# Guter Passivkühler für Box



## Basell (24. Juni 2016)

*Guter Passivkühler für Box*

Vielleicht habt ihr ja noch einige Links oder wisst wo ich welche finde,

derzeit suche ich einen guten Passivkühlkörper für meine Mediabox da sie zu Warm wird  
zuerst wollt eich einen Lüfter einbauen, da dies aber zu Laut wird und auch leider kein Anschluss Vorhanden ist außer die Internen USB anschlüsse die aber im Ausschaltmodus weiterhin saft bekommen. Wo durch der Lüfter sich auch im Ausschalt Modus weiter drehen würde.

Daher habe ich etwas nach gelesen und erfahren das ich einfach den Vorhanden Kühlkörper Erweitern soll um so einmal die Garantie nicht zu Zerstören und zum andern würde das schon 10-20 weniger machen 


Vielleicht kennt ihr einen guten Kühlkörper

Hier die Maßen die er haben sollte.

B 3,4 x  L 3,4 x  H 4,5 cm
nach oben wird dann mehr platz
B 5,1 x L 3,4 x 

In der L kann auch ruich bis 4 oder 4.5cm gehen da dort es frei raus geht ohne behinderungen.



Wichtig ist das der Kühlkörper die Wärme gut aufnehmen sollte und auch gut an die Umbegebene Luft abgeben


----------



## Research (24. Juni 2016)

*AW: Guter Passivkühler für Box*

Zu wenig Platz für was gekauftes.
Guck mal ob du nen Chipsatzkühler von nem MoBo bekommst -> zurechtsägen.


----------



## Basell (26. Juni 2016)

*AW: Guter Passivkühler für Box*

Höre und sehe gerade
das sich bei meinem Modell das neuer ist der Passivkörper veändert hat und nicht mehr SO offen wie hier im Bild zu sehen ist ist.

Gibt es irgend wie Mini Kühlkörper die die man Seitlich noch dran Kleben kann um noch bissen mehr Leistung des Kühlkörpers raus zu holen ? 

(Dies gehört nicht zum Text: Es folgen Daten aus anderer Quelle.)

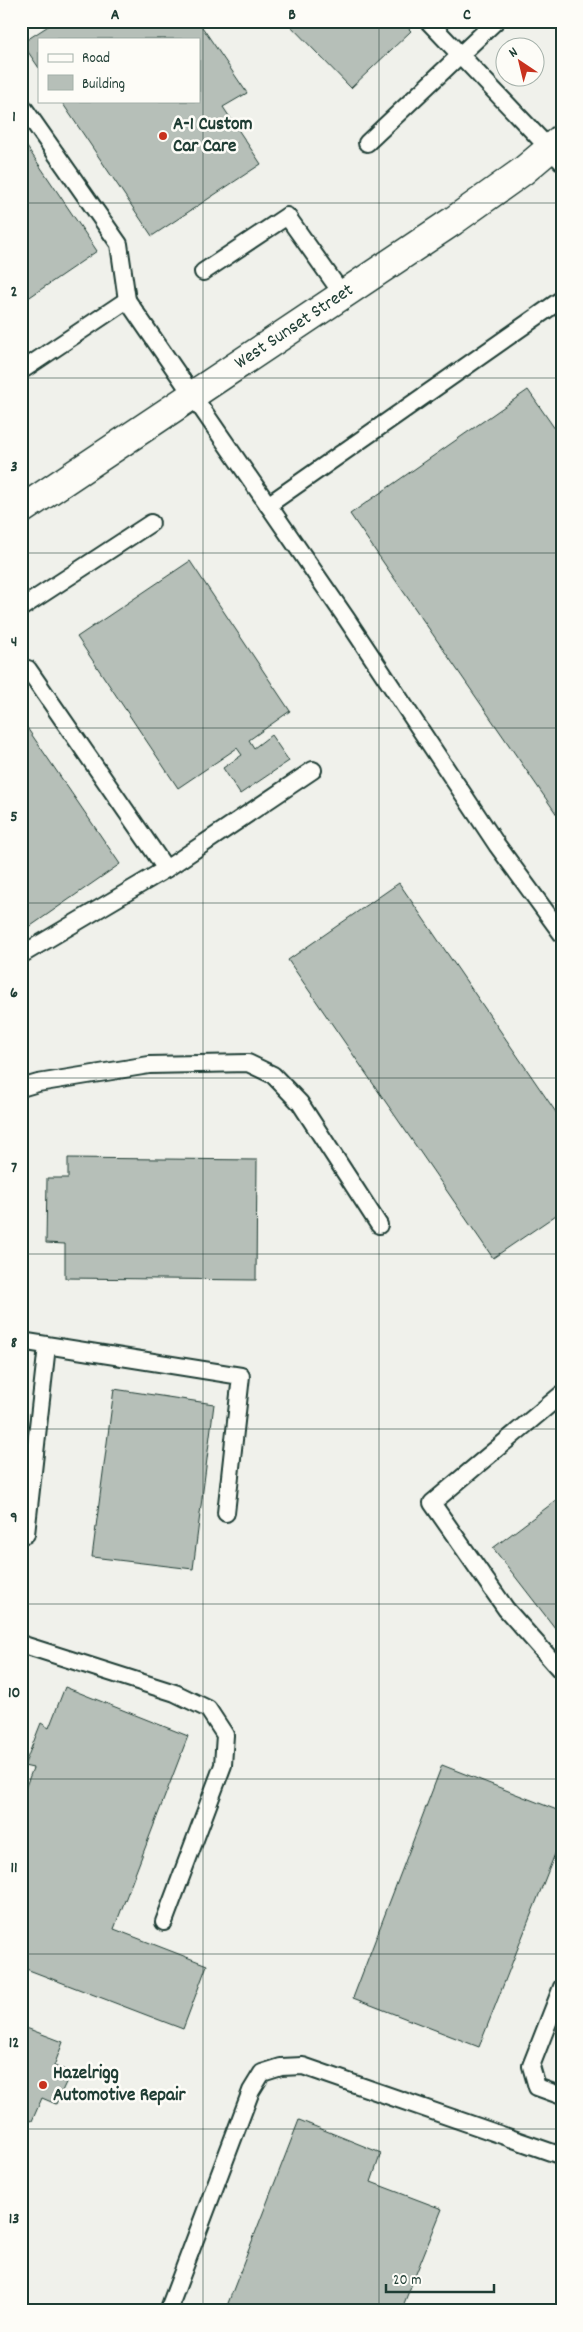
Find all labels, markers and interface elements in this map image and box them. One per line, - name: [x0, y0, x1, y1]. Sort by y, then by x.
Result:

Und andere frage eigentlich wollte ich kein Lüfter einbauen , aber gibt es einen Lüfter der Unhörbar bei 5v ist ? Also wirklich Unhörbar. Er muss ja auch nur sehr langsam drehen


----------



## Abductee (26. Juni 2016)

*AW: Guter Passivkühler für Box*

Kannst du den schwarzen Kühlkörper entfernen, oder soll der andere Kühlkörper draufgeklebt werden?


----------



## cerbero (26. Juni 2016)

*AW: Guter Passivkühler für Box*

Zalman ZM-NBF47 Chipsatzkuhler: Amazon.de: Computer & Zubehor 

Könnte man passend machen... im Sockel des Kühlers passend für den Buckel (CPU ?) ausfräsen dürfte den in der Höhe zuviel vorhandenen mm ausgleichen und auch für genug Kontaktfläche sorgen. Dazu ein Wärmeleitkleber oder was ausreichend zähflüssiges an Leitpaste.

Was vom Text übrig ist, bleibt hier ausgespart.